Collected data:

»»

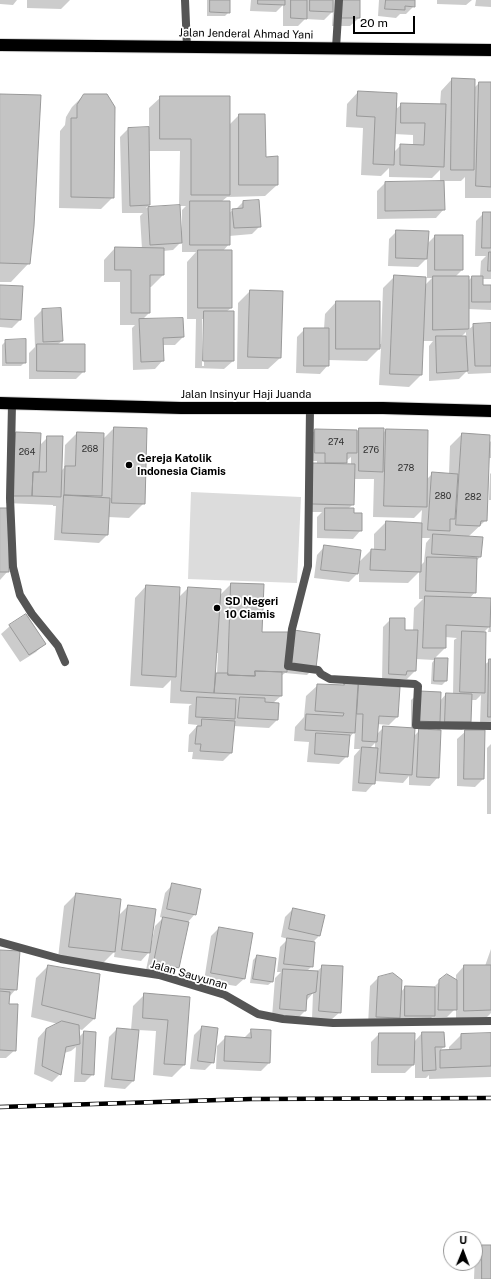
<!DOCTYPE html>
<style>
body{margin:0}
#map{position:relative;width:491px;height:1279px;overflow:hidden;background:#fff;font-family:"Public Sans",sans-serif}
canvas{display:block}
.north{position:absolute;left:443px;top:1231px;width:40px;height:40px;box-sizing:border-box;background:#fff;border:1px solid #999;border-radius:50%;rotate:1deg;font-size:11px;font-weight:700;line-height:16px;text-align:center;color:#000}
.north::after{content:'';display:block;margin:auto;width:14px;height:18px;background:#000;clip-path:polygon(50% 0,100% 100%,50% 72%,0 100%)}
.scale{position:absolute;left:353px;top:16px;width:62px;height:18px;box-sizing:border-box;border:2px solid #000;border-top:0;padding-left:5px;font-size:12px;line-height:14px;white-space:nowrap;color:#000;-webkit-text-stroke:3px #fff;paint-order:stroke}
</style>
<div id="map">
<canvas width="491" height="1279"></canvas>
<div class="north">U</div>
<div class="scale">20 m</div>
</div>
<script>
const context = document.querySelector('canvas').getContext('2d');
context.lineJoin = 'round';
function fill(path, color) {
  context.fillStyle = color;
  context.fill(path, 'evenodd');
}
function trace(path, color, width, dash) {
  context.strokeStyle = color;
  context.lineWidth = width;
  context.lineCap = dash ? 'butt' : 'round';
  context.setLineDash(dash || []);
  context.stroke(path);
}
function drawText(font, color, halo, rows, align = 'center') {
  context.font = font + ' "Public Sans",sans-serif';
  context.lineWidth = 3.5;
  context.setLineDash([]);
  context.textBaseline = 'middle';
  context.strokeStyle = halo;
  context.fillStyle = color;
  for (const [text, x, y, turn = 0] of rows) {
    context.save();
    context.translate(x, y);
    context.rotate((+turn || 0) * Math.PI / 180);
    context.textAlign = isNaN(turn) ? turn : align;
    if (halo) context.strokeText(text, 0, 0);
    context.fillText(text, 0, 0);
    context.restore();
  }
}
fill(new Path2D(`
 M191,492L301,497L297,583L188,579Z`), '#dcdcdc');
fill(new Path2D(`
 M0,0H17L13,5L0,4Z
 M27,0H70L61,9L27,8Z
 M207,0H229V12L225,16H207Z
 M251,0H359V18L350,26H332L333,11L324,20L305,19L298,26H283V5L276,12L250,11Z
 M379,0H415L414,6L406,14H400L396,18L378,16Z
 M437,0H472L466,5L437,4Z
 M476,0H491V7L475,6Z
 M452,79L474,88L479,83H491V198H465V177L461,181H443L444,209L436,218L377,219V191L385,183L440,182V170L432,178L389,177V168L381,176L361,175L363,128L346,127L347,104L358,92L395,110L402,104L440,105L441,91ZM394,134L413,135V146L401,145L393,153Z
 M0,95L29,263L11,282H0Z
 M84,95L113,197L101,209L59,208L60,131L65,125L66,117L72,107Z
 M161,97L229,125L239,115L265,158L277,185L265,196L227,197L221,202L229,213L233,210L236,209L243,202L260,226L252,234L229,236V244L223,251L231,308L226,312L233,361L224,369L195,368L196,319H187V262L196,252H182V241L173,250L163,251V275L151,287H149V313L142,320L183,337L175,345H162L163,360L155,369L133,370L132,328L135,325H120V282H104V260L115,248L142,249L140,216L143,213H122L120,137L128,129L149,128V108ZM148,151H180L179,206L146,208L149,205ZM179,206H186L182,210V231H181ZM202,319H204V366H202Z
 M484,213H491V279H482V286H491V310L468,309V330L474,325L491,324V373L468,374L467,371L459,379L429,381V346L433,341H423L421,375L409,387L379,385L381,347L367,361L328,360V365L320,374L296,373L297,337L305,329H324L325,314L336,302L379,344H381L383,288L395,276L427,278V258L418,267L388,266L389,239L397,231L427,244L435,236L462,270L455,277L468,281L472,277H480L481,261L486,256H475L476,221ZM425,278H432L425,285ZM466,332V337H461Z
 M0,286L20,320L12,328L0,327Z
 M250,291L280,358L268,369H237L238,303Z
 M42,310L62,341L57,345L84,371L76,379H29V353L35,347L34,318Z
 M6,341L25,362L21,366H2V345Z
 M114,428L144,503L129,518L108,517L107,535L99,543L54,540L56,506H53V505L6,503L8,441L16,433L39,446L48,437L61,471L64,468L65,445L77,433L103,439Z
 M360,429L383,433L386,430L426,480L433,473L449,474L450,446L462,434L489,443L491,441V458H488L486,520L468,537L480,557L476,561L475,592L470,598L490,602L491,600V632H488L489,627L483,633L484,665L491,660V724H480L481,695L476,700H471L470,722L462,730L440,729L438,777L430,786L409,785V776L403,783L375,781L374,783L366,792L352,791L354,756L360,749H354L355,731L349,738L347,756L339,764L307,762L309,742L294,741L295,727L304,717L306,696L318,685L342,686L344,684L357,685V688L359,685L397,717L389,725L377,724V734L384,727L411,729V700L420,692L440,701L446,694H453L454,640L457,638L445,637V648L434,659H447L446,681L442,685L431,684L432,663L434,660L416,659L415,671L407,679H401L397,682H382L383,627L391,619L404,631H413L414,608L423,599H419V572L408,583L359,582V569H357V574L349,582L314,578L317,555L325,546L358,563L371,550H374V534L386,522L421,524L422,510L414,518L373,517L374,479H353V504L348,509L353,514L361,530L353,539L317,538V517L322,512H305L317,464V461H307V439L315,430L357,431ZM351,457V465H343L346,461ZM421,538H430L426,543L424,562L420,566ZM438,723L437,731H430ZM414,729H421L414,736ZM375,743V749L370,748Z
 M491,473V500H489L490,474Z
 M0,509L8,571L0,580Z
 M231,584L261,632L315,667L307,675L285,673L281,676V696L273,703L277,720L269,728L233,726L231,753L223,761L192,759L193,752H188L189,735L198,725L188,724L189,706L192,704L170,703L171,680L163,688L130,686L135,598L146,586L179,597L188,588L220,589L219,596ZM216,653H218L217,674H214Z
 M26,615L44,644L36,652L20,662L1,634L10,626Z
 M466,731L483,779L475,787L457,786V739Z
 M491,744V814H487V748Z
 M173,884L195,914L188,922L178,967L170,975L146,970L150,951L141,961L114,957L115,951L102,964L58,958L64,906L76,894L118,916L128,906L151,941H152L155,926L163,918L160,917L165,893Z
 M293,909L319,936L313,942L312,966L306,972H316L323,966L340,1012L331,1020L312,1019L313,993L307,1000L305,1011L297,1019L272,1017L275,978L281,972H277L280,947L288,939L281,937L285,917Z
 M219,928L245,978L236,986L204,981L211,936Z
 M491,949V1013L486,1018H456V1008L447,1017H432L426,1024L368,1025L370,986L378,978L401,992L405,987L433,988L440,981H456V975L464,966H485Z
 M0,951L16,989L9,997L8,1005L15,1050L6,1058H0Z
 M257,956L272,982L268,985L250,983L253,960Z
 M48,966L94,1019L82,1030L79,1029V1037L84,1032L93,1074L85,1082H74L76,1047L71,1051L64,1053L60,1074L52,1082L34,1074L38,1038L46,1029L58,1024L31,1017L36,978Z
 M145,994L189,998L184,1065L172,1077L153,1075L156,1031L138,1030L133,1081L125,1089L104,1087L109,1037L117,1029L131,1030L133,1006Z
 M202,1027L213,1062L205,1070L190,1069L194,1035Z
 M252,1030L269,1063L261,1071L216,1069L217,1046L225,1038H244Z
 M422,1033L444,1047L439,1051H449V1047L461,1035L491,1034V1077L429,1079V1075L426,1078H415V1063L405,1073H371V1042L379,1034L414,1042Z
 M482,1246H491V1279H474L475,1253Z`), '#0003');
const building = new Path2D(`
 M210,0H230V13L210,12Z
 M258,0H285V5L258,4Z
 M291,0H307V19L291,18Z
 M310,0H333V12L310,11Z
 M341,0H360V18H340Z
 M386,0H415V7L405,6V10L385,9Z
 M452,78L475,79L474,170H451Z
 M479,82H491V187L476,186Z
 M358,91L397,93L394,165L373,164L375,117L357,116Z
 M0,94L41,95L34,226L30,264L0,263Z
 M84,94H107L115,107L114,198L71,197V118H77V105Z
 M160,96H230V195H191V139H160Z
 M401,103L446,104L444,167L400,165V144L424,145L425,123H401Z
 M239,114H265L266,157L278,156V185H239Z
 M149,127L150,205L130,206L128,128Z
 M444,181L445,210L385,211V182Z
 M259,200L261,227L234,228L232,209L243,208V201Z
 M190,201H230V245H190Z
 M180,205L182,243L150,245L148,207Z
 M483,212H491V248H482Z
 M396,230L429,231L427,259L396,258Z
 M435,235H463V270H435Z
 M115,247L164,248V275H150V313H131V270H115Z
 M198,250H232V308H198Z
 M489,252H491V271H488Z
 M394,275L426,277L422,375L390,374Z
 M433,276H469V329L433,330Z
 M472,276H483V285H491V302H472Z
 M0,285L23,286L21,320L0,319Z
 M250,290L283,291L281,358L248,357Z
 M336,301H380V349H336Z
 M61,308L63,341L43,342L42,309Z
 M204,311H234V361H203Z
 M183,318L184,337L163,338L164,361L141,362L139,319Z
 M491,323V366H475L473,324Z
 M304,328H329V366H304Z
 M436,336H466L468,371L437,373Z
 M26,339V363H6L5,340Z
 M37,344H85V372L37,371Z
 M114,427L147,428L145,504L112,503Z
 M359,428H384L383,472L359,471Z
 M315,429L357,430V453H347V463H325V453H315Z
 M386,429L428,430L427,507L384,506Z
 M16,432L41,433L39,472H33L32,496H13Z
 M77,432L104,433L102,496L64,495L65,466H75Z
 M462,433L490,435L487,521H481L480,526L456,525Z
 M47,436H63L61,497L32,496L33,472H46Z
 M313,463L355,464L354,505L312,504Z
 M432,472L458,474L455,519H450V531L428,530Z
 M64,495L110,498L108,535L62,533Z
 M0,508H9V572H0Z
 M325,508H354V513H362V531L325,530Z
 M386,521L422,523L421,572L370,570L371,549L385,550Z
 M433,534L483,537L481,557L432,554Z
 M324,545L361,550L358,574L321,570Z
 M427,557L477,558L476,593L426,591Z
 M231,583L264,584L262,632H288L287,672L255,671V676L228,675Z
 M146,585L180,587L176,677L142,675Z
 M188,587L221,589L214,693L181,691Z
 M425,596L491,598L490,627L446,625V648H423Z
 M26,614L46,644L29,655L9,625Z
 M390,618H405V630H418L416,671H407L406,675L389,674Z
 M294,630L320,634L316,668L289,664Z
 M462,631L486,632L485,693L460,692Z
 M435,658H448L447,681H434Z
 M489,659H491V717H488Z
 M255,671L282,672V696L214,693L216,673H228V675L255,676Z
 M344,683L358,684L355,733L305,730L306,714L343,716L344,713L315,711L317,684L344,685Z
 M359,684L400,687L398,717L379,716L377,742L362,741L363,714H357Z
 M419,691L441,692L440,722L418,721Z
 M446,693L472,694L471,722H445Z
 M197,697L236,699L235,719L196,717Z
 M240,697L265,698V702L279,703L278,720L238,718Z
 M202,719L235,721L232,753L200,751L201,744H195L197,726H201Z
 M383,726L415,728L412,775L380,773Z
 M419,729L441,730L439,778L417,777Z
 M465,730H485L484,779H464Z
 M316,733L350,735L348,757L315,754Z
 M362,747L378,748L375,784L359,783Z
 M172,883L201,889L196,915L167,909Z
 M76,893L121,899L115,952L69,947Z
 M128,905L156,909L150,953L122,950Z
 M293,908L325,915L320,936L289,929Z
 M163,917L189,922L179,968L154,962Z
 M219,927L253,933L245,979L211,973Z
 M287,938L315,942L313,967L284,964Z
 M0,950L20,951L17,990L0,989Z
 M257,955L276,958L273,982L253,979Z
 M48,965L100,974L95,1019L42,1005Z
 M322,965L343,966L341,1013L319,1011Z
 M464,965H491V1010L464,1011Z
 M283,969L318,971L316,992L307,995L306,1011L280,1009Z
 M393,973L402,980L400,1018L376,1017L378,977Z
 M447,974L457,980V1010H438L439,980Z
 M405,986L435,987V1016H405Z
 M0,991L10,992L9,1004H18L16,1051L0,1050Z
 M144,993L190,997L185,1065L164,1064L168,1020L143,1018Z
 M62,1021L79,1025L80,1044L66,1047L61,1075L42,1066L46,1029Z
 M202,1026L218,1028L214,1063L198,1061Z
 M117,1028L139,1030L134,1081L112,1079Z
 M251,1029L271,1030L270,1063L224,1061L225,1036L251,1038Z
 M84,1031L96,1032L94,1075L82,1074Z
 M422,1032H444L445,1047H435L436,1070L423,1071Z
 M379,1033H415L414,1065H378Z
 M491,1033V1066L440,1068V1050L461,1049V1034Z
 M482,1245H491V1279H482Z`);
fill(building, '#c4c4c4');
trace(building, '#999', 1);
const highway = new Path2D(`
 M0,45L491,50
 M0,403L181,408H383L491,411`);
trace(highway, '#dbdbdb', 14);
trace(new Path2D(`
 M12,404L10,498L13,567L20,595L32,614L58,646L65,662
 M310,408L308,566L292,629L288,666L318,670L321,674L330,679L415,684L418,686L416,725L491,726`), '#555', 8);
trace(new Path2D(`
 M185,0L187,47
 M336,48L339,0
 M0,942L61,959L119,969L159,975L225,995L258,1014L283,1019L333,1023L491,1021`), '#555', 8);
trace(highway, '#000', 12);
const rail = new Path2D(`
 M0,1107L251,1099L491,1098`);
trace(rail, '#000', 4.5);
trace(rail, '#fff', 3, [9]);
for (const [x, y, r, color] of [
 [129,465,4,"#000"],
 [217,608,4,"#000"]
]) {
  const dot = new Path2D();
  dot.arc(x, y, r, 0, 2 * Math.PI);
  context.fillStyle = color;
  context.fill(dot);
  trace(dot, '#fff', 1.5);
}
drawText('9px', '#313131', null, [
 ["274",336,442],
 ["268",90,449],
 ["276",371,450],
 ["264",27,452],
 ["278",406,468],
 ["280",443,496],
 ["282",473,497]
]);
drawText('11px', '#000', '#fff', [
 ["Jalan Jenderal Ahmad Yani",246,34,1],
 ["Jalan Insinyur Haji Juanda",246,395],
 ["Jalan Sauyunan",189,975,16]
]);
drawText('bold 11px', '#000', '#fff', [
 ["Gereja Katolik",137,459],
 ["Indonesia Ciamis",137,472],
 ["SD Negeri",225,602],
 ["10 Ciamis",225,615]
], 'left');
</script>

««

What you are asked to do: Return the span of lines in the data above that opens at the line with "context.textBaseline = 'middle';" and closes at the line with "M476,0H491V7L475,6Z", exactly, ends included, nothing else.

Completed exercise:
  context.textBaseline = 'middle';
  context.strokeStyle = halo;
  context.fillStyle = color;
  for (const [text, x, y, turn = 0] of rows) {
    context.save();
    context.translate(x, y);
    context.rotate((+turn || 0) * Math.PI / 180);
    context.textAlign = isNaN(turn) ? turn : align;
    if (halo) context.strokeText(text, 0, 0);
    context.fillText(text, 0, 0);
    context.restore();
  }
}
fill(new Path2D(`
 M191,492L301,497L297,583L188,579Z`), '#dcdcdc');
fill(new Path2D(`
 M0,0H17L13,5L0,4Z
 M27,0H70L61,9L27,8Z
 M207,0H229V12L225,16H207Z
 M251,0H359V18L350,26H332L333,11L324,20L305,19L298,26H283V5L276,12L250,11Z
 M379,0H415L414,6L406,14H400L396,18L378,16Z
 M437,0H472L466,5L437,4Z
 M476,0H491V7L475,6Z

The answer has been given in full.